------ RECORDED DATA ------

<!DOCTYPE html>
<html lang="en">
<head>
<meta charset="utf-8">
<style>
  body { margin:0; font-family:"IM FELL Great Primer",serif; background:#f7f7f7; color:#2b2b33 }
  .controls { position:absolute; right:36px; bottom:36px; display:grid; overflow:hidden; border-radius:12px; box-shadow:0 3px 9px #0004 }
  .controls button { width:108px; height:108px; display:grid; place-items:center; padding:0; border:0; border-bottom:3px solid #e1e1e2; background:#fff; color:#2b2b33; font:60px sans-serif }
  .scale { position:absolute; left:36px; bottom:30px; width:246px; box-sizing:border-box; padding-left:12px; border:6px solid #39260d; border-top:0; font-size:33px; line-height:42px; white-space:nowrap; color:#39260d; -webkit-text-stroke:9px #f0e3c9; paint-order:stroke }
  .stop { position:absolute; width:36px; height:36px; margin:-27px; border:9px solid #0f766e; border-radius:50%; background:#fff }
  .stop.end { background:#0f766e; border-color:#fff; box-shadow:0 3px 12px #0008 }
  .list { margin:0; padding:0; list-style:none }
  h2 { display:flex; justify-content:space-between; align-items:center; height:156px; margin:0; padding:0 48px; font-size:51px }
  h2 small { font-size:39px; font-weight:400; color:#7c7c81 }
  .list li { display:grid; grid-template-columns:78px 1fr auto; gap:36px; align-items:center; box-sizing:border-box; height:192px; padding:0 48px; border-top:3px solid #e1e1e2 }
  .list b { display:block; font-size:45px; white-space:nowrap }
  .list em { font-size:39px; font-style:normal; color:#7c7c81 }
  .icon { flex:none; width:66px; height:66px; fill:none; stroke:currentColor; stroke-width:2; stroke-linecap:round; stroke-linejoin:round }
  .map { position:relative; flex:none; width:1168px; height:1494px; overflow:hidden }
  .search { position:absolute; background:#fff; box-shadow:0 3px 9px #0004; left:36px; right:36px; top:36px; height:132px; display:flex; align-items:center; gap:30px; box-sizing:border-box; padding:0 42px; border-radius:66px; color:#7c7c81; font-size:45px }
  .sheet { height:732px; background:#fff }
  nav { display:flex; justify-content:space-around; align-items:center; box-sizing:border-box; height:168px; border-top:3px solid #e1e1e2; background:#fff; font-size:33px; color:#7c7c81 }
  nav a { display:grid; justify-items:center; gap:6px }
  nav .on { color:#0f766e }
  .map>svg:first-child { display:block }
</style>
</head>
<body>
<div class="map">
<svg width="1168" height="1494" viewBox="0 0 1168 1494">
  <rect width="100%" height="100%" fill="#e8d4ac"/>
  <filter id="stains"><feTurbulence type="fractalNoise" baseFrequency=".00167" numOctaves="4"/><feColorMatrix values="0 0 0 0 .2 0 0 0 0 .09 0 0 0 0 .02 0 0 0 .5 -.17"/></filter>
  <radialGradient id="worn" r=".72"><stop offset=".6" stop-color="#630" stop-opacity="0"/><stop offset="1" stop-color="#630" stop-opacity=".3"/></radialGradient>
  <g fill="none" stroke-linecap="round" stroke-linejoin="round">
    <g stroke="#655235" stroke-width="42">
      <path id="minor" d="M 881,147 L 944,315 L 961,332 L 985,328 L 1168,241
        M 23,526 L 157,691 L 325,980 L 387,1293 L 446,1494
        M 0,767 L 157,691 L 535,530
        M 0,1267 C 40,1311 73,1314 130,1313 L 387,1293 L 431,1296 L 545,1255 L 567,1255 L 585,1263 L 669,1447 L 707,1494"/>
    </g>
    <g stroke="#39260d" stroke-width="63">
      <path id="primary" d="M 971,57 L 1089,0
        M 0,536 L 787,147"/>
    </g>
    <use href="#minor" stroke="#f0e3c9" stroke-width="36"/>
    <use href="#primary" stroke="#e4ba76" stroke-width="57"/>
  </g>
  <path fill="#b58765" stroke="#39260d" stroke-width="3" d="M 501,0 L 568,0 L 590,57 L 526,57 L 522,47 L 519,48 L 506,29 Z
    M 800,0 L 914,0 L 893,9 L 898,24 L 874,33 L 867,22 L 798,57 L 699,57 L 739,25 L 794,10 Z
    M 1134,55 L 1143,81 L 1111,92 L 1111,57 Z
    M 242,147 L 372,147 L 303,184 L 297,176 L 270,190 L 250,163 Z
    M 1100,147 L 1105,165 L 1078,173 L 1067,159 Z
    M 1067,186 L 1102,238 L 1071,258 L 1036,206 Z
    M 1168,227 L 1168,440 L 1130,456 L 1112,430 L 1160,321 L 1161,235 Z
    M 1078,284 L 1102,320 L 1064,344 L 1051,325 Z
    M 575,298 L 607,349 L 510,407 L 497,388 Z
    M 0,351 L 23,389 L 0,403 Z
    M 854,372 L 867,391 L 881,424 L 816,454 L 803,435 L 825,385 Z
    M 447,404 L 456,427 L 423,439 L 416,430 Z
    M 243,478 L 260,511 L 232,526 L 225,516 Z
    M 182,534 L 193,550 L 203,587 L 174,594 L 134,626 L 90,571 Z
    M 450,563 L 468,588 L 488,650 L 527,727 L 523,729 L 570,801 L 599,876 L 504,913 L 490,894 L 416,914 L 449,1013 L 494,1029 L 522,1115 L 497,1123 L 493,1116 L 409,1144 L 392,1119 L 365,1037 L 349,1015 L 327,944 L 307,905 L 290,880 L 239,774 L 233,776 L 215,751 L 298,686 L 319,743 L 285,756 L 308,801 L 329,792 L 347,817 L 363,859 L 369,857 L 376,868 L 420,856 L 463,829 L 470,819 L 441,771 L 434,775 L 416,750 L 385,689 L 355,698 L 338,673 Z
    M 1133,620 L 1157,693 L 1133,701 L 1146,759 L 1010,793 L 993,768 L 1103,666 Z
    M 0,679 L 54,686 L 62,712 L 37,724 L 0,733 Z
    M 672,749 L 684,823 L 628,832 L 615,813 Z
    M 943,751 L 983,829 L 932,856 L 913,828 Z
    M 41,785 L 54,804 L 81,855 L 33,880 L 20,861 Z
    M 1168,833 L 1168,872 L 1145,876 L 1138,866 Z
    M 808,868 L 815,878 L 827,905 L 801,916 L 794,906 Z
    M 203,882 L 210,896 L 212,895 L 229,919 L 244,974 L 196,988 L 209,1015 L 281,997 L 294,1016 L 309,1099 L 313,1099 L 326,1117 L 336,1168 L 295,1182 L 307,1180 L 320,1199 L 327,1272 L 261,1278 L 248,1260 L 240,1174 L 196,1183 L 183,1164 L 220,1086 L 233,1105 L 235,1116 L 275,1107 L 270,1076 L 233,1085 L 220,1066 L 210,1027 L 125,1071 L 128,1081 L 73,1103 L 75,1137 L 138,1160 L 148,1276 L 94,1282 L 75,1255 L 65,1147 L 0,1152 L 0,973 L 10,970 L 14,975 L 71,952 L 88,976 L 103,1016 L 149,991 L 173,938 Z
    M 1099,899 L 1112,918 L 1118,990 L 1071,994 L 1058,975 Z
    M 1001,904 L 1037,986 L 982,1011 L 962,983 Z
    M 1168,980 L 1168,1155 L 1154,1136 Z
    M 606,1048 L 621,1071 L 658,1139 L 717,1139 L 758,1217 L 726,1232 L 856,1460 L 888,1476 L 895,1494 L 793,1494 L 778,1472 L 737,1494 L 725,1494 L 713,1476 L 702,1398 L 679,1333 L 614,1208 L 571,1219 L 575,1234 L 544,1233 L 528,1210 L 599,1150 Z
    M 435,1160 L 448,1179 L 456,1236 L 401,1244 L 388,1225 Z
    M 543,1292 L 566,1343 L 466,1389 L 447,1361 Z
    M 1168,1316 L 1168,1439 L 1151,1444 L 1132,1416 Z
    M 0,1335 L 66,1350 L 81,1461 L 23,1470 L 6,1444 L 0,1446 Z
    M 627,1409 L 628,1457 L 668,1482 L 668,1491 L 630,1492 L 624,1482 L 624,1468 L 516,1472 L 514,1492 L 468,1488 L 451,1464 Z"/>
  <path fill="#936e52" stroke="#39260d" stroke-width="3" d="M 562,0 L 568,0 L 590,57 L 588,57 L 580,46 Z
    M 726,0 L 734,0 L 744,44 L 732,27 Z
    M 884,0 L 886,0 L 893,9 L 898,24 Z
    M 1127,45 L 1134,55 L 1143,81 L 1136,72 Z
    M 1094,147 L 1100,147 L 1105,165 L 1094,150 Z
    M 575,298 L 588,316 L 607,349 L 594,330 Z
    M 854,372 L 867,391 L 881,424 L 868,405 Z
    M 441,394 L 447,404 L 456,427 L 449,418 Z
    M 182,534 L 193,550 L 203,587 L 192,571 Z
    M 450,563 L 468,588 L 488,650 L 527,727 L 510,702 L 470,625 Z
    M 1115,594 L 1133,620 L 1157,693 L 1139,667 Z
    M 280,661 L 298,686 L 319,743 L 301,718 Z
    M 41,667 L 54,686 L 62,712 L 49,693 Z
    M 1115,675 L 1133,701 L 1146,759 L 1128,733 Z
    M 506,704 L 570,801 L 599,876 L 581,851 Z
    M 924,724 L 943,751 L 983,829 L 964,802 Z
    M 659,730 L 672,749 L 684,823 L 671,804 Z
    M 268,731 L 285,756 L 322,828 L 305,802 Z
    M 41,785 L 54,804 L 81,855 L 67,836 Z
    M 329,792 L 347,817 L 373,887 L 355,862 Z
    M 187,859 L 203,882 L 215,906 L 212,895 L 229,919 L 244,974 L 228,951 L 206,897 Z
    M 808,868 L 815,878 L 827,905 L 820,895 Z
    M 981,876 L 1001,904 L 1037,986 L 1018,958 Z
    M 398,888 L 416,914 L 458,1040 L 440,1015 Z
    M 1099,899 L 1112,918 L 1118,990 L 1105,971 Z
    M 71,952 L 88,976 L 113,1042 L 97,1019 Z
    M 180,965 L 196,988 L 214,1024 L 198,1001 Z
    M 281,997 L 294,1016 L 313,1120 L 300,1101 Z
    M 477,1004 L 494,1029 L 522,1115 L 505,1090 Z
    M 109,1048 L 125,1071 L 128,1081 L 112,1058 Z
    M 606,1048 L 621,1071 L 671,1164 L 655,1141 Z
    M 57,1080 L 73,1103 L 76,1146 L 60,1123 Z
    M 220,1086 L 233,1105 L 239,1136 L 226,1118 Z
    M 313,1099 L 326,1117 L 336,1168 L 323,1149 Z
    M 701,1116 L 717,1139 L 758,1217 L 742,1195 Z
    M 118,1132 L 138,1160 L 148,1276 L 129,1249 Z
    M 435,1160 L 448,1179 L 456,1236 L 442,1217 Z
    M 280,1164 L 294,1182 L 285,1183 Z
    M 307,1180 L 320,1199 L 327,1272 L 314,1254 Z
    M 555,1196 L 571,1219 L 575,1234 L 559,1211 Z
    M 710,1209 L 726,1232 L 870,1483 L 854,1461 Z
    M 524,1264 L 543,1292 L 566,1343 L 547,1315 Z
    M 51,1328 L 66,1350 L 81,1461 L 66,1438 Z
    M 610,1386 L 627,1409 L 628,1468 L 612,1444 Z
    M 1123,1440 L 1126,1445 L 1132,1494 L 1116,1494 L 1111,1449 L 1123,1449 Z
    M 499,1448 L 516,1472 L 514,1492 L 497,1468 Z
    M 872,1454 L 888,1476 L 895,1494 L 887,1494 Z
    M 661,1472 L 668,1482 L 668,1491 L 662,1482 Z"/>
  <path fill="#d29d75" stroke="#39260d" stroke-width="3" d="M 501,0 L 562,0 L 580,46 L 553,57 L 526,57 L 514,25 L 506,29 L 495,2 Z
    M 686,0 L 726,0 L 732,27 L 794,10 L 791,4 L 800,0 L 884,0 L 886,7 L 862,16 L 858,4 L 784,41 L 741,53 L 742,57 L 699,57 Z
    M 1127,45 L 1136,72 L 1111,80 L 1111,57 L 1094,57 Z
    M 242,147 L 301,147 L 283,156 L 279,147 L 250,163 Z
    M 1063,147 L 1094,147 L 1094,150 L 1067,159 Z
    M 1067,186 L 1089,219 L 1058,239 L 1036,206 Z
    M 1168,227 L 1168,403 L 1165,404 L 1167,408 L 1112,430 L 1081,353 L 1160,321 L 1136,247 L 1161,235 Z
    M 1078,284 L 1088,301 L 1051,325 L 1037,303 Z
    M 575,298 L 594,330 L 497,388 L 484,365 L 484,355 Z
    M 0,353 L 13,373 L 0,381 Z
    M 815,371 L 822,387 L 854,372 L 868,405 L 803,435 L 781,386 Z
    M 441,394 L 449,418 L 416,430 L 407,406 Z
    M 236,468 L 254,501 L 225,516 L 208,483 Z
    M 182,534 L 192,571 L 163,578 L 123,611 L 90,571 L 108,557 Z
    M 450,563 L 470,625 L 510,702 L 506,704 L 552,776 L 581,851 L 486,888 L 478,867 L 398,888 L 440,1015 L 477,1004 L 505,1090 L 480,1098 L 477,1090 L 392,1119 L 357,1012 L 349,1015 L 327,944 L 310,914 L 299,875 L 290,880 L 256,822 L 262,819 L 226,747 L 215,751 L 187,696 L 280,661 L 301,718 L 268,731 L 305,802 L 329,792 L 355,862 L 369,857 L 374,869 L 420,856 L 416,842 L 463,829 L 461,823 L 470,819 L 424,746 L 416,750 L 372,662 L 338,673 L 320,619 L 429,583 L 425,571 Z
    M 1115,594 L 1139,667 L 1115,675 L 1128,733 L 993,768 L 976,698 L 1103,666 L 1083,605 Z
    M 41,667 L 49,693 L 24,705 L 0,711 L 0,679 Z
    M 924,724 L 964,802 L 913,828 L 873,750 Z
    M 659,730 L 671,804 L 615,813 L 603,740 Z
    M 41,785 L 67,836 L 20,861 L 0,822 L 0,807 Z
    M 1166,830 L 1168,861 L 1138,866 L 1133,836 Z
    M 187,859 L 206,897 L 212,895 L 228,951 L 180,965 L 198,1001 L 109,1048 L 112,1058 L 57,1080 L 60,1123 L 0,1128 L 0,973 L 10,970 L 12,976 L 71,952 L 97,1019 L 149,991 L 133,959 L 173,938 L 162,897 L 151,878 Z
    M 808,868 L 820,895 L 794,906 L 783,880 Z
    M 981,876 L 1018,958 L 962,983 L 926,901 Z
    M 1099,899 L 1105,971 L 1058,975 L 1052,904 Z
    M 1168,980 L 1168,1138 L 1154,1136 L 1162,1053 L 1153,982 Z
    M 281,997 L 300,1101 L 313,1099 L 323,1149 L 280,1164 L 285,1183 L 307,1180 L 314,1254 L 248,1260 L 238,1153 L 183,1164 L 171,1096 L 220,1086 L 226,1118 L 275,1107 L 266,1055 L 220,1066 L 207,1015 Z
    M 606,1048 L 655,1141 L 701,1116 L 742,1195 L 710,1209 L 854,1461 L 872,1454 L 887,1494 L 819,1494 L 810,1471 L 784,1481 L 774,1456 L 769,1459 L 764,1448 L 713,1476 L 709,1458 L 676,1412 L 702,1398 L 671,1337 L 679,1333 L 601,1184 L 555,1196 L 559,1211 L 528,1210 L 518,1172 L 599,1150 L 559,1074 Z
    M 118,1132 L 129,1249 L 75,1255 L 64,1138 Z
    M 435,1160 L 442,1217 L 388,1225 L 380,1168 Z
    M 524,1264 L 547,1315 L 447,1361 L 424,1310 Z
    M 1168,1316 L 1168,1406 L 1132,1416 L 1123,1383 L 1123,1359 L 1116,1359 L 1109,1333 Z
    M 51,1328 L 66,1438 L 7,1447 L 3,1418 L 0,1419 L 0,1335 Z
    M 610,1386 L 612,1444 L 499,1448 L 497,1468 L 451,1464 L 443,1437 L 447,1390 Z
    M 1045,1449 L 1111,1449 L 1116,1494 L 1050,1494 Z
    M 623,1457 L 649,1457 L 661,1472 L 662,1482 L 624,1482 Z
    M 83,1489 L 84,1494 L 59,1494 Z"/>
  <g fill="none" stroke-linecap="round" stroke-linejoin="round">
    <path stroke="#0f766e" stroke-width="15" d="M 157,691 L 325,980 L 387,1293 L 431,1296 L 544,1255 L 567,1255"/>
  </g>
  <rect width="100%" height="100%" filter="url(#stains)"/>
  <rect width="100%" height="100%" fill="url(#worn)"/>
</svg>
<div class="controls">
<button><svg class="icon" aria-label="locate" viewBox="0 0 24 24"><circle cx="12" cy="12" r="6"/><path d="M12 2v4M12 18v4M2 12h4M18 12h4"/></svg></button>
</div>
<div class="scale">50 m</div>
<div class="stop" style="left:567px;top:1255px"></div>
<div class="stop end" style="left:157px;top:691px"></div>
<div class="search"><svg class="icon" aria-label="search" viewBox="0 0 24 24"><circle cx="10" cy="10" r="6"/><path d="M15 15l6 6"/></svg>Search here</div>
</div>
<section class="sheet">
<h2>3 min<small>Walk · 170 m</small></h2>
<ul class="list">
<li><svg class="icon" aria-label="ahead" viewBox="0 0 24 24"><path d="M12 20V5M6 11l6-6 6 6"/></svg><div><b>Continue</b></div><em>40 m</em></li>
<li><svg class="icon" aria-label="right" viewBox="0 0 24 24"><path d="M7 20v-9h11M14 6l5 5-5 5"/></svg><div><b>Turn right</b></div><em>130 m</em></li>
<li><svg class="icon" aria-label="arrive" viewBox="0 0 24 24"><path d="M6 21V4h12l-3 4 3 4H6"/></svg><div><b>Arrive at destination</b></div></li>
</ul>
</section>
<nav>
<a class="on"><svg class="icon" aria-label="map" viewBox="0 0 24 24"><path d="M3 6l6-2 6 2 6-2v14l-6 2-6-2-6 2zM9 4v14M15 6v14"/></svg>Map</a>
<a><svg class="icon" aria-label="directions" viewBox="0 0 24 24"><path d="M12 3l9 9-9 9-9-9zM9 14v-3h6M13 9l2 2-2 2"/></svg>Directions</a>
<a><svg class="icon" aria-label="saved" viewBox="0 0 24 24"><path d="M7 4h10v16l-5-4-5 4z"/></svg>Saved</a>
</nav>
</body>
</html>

------

> INSTRUCTIONS FOR THE TASK
Retype exactly the lines from the first line of the records above through the line containing "display:block; font-size:45px; white-space:nowrap", both included, and nothing else.

> FINISHED EXERCISE
<!DOCTYPE html>
<html lang="en">
<head>
<meta charset="utf-8">
<style>
  body { margin:0; font-family:"IM FELL Great Primer",serif; background:#f7f7f7; color:#2b2b33 }
  .controls { position:absolute; right:36px; bottom:36px; display:grid; overflow:hidden; border-radius:12px; box-shadow:0 3px 9px #0004 }
  .controls button { width:108px; height:108px; display:grid; place-items:center; padding:0; border:0; border-bottom:3px solid #e1e1e2; background:#fff; color:#2b2b33; font:60px sans-serif }
  .scale { position:absolute; left:36px; bottom:30px; width:246px; box-sizing:border-box; padding-left:12px; border:6px solid #39260d; border-top:0; font-size:33px; line-height:42px; white-space:nowrap; color:#39260d; -webkit-text-stroke:9px #f0e3c9; paint-order:stroke }
  .stop { position:absolute; width:36px; height:36px; margin:-27px; border:9px solid #0f766e; border-radius:50%; background:#fff }
  .stop.end { background:#0f766e; border-color:#fff; box-shadow:0 3px 12px #0008 }
  .list { margin:0; padding:0; list-style:none }
  h2 { display:flex; justify-content:space-between; align-items:center; height:156px; margin:0; padding:0 48px; font-size:51px }
  h2 small { font-size:39px; font-weight:400; color:#7c7c81 }
  .list li { display:grid; grid-template-columns:78px 1fr auto; gap:36px; align-items:center; box-sizing:border-box; height:192px; padding:0 48px; border-top:3px solid #e1e1e2 }
  .list b { display:block; font-size:45px; white-space:nowrap }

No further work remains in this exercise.